Acontece que vós sois, neste momento, a única prisioneira e a minha mulher está autorizada a ir buscar a nossa comida às cozinhas do castelo. A vossa também. Além disso, esta prisão não é como as outras e recebe pouca gente. É bastante diferente do torreão do primeiro pátio. Enfim, repito, recebi ordens.

Estou autorizada a receber visitas? Gostaria de ver o sargento Mortimer da Guarda Escocesa.

La Bourrasque? perguntou o carcereiro, rindo. Toda a gente aqui o conhece. Infelizmente, não é possível. Primeiro, porque, senhora condessa, ninguém sabe que estais aqui. Depois, porque ele não está em Plessis... Vou buscar a vossa água.

Só mais uma palavra! Podeis dizer-me, ao menos, o vosso nome?

Grégoire, Madame. Grégoire Lebret, mas o primeiro nome é suficiente. Estou às ordens da senhora condessa!

E com uma espécie de pequena reverência, o surpreendente carcereiro deixou Fiora a devorar a pequena refeição ainda mais surpreendente. Enquanto comia, a jovem esforçava-se por pôr as ideias em ordem. Era evidente que a tratavam com certo favor, mas, no entanto, não tinham hesitado em lhe arrancar o filho, a querida Léonarde e a casa. E, lembrando-se da brutalidade com que, na véspera, os arqueiros tinham impedido Péronnelle de lhe falar e o tom usado pelo abominável Olivier lê Daim, era evidente que o Rei dera, no que lhe dizia respeito, ordens precisas, ordens que o barbeiro se coibia de transgredir, por mais vontade que tivesse de o fazer, mas porquê? Porquê? Que crime cometera? Lê Daim pronunciara a palavra traição e acrescentara que o caso era grave. Mas como, em que pudera ela trair o Rei, ou até a França? A abominável personagem também fizera alusão a Lorenza e, nesse momento, Fiora estremecera. No entanto, aquele nascimento, que era preciso manter secreto, não podia ter ofendido Luís XI ao ponto de a conduzir à prisão? Não se tratava senão de um mal-entendido habilmente explorado, sem dúvida, pelo barbeiro ou por qualquer outra pessoa que lhe queria mal. Ou então uma calúnia? Fiora sabia que o Rei era extremamente desconfiado e capaz, quando se julgava enganado, de passar de uma grande bonomia a um extremo rigor. Se fosse o caso, teria de se explicar com ele o mais depressa possível...

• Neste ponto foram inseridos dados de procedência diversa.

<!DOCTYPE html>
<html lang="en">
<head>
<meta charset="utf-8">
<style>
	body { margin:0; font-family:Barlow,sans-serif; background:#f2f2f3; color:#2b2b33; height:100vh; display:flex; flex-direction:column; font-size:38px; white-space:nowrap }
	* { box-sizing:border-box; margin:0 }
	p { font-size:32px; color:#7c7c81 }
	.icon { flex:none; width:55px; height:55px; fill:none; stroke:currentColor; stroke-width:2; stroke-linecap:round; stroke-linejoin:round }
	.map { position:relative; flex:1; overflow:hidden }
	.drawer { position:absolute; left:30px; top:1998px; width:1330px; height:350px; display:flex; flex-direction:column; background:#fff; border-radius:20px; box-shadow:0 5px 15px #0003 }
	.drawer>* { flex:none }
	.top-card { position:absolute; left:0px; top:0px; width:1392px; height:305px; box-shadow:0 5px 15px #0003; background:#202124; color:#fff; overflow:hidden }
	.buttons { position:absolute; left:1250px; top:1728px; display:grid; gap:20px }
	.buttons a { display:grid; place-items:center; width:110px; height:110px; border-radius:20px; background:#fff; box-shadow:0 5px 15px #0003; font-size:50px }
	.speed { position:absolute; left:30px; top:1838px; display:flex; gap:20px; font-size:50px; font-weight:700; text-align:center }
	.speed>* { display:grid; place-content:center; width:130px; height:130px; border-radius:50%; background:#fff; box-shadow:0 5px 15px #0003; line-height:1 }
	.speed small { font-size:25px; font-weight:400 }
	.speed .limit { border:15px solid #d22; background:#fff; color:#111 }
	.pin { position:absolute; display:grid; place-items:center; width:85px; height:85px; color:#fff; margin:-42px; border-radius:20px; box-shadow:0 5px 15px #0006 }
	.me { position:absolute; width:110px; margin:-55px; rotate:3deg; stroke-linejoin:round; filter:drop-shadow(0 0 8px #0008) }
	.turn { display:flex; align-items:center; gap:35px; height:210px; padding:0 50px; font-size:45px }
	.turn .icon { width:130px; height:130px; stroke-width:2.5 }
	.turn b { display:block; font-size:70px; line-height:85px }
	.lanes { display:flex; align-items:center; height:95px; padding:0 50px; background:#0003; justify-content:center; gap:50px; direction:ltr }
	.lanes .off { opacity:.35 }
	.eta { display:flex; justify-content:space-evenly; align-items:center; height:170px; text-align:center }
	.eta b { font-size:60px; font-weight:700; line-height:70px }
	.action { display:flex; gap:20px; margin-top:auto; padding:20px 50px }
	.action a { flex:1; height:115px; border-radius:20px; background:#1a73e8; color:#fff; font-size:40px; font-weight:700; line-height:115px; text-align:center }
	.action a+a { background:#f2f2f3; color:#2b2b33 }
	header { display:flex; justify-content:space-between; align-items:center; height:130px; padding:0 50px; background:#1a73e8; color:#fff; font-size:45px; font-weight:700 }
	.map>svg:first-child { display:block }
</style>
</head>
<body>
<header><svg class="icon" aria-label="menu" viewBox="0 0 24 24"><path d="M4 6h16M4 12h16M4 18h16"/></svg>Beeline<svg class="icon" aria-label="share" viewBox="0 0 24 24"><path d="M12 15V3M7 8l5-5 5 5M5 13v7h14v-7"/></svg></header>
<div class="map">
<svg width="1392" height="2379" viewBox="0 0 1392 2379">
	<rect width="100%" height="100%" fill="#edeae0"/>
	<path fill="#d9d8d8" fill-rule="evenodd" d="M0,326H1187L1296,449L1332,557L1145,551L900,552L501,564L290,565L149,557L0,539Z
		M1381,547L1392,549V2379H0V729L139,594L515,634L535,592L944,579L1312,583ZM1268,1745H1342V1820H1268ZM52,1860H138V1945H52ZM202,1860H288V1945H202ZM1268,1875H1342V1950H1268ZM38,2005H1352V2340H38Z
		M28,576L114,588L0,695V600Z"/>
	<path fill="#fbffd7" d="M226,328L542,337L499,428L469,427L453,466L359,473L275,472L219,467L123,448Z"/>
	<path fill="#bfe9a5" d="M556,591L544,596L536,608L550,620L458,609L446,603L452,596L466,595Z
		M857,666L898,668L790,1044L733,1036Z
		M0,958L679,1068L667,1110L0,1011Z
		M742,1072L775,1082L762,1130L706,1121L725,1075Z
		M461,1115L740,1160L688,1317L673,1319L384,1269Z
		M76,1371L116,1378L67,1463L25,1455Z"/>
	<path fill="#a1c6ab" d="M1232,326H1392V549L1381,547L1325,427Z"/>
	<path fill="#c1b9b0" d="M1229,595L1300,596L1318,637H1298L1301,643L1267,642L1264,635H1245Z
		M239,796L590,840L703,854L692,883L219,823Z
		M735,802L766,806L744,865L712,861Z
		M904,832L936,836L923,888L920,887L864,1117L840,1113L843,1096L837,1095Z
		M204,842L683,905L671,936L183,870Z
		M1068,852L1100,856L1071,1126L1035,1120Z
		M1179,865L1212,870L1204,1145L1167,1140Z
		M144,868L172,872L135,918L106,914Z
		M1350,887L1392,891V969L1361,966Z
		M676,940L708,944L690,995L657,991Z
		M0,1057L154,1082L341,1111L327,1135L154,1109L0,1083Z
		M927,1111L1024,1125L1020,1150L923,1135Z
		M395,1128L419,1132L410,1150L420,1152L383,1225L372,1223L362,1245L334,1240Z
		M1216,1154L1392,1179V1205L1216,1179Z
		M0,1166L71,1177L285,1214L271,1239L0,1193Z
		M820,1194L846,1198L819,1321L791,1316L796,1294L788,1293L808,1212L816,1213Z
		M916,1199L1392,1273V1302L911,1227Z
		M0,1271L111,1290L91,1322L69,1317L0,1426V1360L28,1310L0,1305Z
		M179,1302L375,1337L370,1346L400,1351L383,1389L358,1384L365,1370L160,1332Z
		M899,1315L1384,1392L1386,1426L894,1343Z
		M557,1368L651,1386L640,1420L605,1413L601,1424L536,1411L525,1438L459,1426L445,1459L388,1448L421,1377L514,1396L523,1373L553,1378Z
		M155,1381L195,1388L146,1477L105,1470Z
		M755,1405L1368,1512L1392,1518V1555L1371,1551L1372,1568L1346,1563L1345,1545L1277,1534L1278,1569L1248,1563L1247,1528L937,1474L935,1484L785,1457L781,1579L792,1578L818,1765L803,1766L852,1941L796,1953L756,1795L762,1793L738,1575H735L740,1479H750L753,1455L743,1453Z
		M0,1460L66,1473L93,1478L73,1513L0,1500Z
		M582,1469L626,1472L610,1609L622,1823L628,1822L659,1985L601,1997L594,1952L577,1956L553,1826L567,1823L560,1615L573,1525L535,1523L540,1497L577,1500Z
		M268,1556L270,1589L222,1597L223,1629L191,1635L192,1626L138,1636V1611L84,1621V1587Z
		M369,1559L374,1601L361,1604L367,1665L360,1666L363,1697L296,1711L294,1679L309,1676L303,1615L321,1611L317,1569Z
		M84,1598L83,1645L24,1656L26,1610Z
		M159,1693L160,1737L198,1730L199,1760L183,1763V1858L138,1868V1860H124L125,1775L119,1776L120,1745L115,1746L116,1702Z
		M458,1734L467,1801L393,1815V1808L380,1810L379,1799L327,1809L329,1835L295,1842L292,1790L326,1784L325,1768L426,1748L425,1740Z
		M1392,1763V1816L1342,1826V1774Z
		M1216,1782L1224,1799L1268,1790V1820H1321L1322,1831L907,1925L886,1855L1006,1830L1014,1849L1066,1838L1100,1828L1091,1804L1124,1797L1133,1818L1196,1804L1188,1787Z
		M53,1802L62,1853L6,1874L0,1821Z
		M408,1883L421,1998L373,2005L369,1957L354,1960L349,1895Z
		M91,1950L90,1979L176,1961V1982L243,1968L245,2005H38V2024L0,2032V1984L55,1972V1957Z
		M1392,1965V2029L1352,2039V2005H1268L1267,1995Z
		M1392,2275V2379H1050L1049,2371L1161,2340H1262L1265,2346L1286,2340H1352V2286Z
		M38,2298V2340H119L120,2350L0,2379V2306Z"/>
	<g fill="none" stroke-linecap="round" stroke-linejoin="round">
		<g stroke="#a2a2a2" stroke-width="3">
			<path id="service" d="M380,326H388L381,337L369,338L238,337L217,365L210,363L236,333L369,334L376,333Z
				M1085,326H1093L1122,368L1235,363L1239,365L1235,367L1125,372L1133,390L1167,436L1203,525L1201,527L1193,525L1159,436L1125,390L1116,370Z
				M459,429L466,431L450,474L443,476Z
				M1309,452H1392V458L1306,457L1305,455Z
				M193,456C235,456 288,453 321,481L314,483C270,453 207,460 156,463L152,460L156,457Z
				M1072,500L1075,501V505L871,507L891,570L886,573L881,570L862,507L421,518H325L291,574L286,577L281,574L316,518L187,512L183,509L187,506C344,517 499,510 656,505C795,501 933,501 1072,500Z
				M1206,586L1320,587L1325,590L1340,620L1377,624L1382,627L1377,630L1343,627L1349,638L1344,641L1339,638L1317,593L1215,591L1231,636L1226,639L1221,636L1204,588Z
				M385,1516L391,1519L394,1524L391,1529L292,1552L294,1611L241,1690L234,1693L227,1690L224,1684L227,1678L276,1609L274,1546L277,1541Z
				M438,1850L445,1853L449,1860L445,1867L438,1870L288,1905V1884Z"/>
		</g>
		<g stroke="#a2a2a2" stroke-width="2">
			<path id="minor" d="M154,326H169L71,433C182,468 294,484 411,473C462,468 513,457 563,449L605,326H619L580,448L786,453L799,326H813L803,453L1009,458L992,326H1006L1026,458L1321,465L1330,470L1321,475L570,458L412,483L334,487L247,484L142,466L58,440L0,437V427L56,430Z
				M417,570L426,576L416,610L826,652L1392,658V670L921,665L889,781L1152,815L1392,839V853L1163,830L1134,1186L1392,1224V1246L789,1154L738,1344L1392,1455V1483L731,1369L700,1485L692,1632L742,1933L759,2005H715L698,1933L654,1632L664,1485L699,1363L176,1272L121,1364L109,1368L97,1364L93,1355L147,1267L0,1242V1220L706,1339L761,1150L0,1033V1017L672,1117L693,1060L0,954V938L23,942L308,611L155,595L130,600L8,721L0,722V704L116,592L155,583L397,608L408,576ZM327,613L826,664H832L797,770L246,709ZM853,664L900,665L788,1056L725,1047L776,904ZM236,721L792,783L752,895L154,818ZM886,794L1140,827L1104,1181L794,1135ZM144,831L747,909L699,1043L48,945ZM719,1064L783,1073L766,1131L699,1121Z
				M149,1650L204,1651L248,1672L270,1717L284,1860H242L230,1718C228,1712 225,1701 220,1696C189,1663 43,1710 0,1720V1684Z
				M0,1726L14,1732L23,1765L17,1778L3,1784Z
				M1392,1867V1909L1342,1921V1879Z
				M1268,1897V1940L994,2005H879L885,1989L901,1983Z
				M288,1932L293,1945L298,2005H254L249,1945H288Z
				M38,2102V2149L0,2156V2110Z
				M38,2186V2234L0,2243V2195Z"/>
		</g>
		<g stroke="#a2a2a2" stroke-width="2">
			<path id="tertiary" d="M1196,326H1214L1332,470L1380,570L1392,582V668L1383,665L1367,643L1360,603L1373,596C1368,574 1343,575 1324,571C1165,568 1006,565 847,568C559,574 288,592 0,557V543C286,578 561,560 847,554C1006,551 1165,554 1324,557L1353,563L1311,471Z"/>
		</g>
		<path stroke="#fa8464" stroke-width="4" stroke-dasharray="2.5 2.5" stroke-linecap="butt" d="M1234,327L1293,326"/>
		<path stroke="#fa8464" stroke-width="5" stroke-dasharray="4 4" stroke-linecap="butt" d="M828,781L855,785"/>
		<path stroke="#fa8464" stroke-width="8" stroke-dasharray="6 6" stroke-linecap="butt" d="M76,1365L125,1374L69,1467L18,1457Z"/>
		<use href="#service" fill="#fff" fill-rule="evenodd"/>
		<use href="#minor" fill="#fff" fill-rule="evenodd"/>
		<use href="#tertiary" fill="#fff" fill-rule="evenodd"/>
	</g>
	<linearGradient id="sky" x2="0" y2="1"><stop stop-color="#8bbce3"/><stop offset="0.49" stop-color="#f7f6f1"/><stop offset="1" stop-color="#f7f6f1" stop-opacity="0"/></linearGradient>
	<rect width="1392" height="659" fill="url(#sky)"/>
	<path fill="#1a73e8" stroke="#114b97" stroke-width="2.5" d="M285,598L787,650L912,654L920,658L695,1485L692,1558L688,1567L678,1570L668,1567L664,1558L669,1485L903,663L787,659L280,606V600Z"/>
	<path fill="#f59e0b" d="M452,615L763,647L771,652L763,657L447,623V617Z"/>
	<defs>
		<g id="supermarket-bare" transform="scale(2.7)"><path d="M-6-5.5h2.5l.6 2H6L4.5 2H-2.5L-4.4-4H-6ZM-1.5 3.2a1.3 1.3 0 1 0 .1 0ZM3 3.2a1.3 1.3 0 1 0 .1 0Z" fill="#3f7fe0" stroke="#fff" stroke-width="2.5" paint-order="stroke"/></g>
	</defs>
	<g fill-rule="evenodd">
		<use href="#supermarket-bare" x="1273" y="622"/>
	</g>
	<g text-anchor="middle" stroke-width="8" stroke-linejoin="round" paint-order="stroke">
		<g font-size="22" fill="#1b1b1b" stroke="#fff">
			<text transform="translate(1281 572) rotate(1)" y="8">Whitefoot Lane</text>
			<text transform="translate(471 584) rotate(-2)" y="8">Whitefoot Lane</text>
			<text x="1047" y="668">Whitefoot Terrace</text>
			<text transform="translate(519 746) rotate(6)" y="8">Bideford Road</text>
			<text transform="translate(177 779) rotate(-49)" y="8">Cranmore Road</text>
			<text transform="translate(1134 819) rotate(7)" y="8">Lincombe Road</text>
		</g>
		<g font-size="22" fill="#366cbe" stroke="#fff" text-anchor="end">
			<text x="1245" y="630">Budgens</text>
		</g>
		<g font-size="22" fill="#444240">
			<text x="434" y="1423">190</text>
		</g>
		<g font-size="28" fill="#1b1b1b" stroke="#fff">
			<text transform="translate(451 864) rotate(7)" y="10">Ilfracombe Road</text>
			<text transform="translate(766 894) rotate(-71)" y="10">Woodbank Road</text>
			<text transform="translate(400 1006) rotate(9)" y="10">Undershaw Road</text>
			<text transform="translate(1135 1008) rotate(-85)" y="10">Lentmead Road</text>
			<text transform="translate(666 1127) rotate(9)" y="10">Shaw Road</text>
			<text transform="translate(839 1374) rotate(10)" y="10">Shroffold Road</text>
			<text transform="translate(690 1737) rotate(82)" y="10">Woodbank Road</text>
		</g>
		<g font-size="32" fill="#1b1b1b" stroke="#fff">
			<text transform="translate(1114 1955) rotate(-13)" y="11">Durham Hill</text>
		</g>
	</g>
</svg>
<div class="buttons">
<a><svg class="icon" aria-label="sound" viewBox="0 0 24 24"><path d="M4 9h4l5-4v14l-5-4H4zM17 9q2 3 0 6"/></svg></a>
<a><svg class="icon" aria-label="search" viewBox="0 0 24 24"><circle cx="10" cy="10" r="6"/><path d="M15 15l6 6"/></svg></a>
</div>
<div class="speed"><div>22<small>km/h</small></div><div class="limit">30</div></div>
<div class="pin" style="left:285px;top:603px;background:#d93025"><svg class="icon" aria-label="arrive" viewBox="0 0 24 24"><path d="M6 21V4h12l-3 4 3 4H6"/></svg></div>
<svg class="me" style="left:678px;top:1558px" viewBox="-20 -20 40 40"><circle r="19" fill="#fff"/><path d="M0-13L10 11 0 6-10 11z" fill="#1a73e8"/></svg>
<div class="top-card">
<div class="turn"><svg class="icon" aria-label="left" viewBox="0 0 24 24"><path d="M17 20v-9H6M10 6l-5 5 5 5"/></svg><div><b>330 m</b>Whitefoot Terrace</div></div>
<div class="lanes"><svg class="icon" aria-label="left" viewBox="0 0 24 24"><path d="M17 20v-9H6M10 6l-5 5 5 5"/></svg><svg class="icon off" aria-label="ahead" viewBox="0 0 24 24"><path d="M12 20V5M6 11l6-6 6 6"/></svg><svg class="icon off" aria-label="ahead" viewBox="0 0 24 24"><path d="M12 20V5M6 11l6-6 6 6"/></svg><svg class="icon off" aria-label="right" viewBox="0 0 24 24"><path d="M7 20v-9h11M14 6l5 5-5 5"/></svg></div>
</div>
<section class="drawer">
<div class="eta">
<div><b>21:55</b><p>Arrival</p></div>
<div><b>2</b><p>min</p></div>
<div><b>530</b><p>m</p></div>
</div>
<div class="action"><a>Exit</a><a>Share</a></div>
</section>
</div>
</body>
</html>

Quando Grégoire regressou com os diversos objectos anunciados, Fiora pediu-lhe se aceitaria mandar dizer ao Rei que ela lhe suplicava que a recebesse logo que possível. Mas o carcereiro também não podia fazer aquilo: o Rei não estava em Plessis, estava em Amboise, junto da Rainha, que estava preocupada com a saúde do delfim.

Achais que ele vai ficar lá muito tempo?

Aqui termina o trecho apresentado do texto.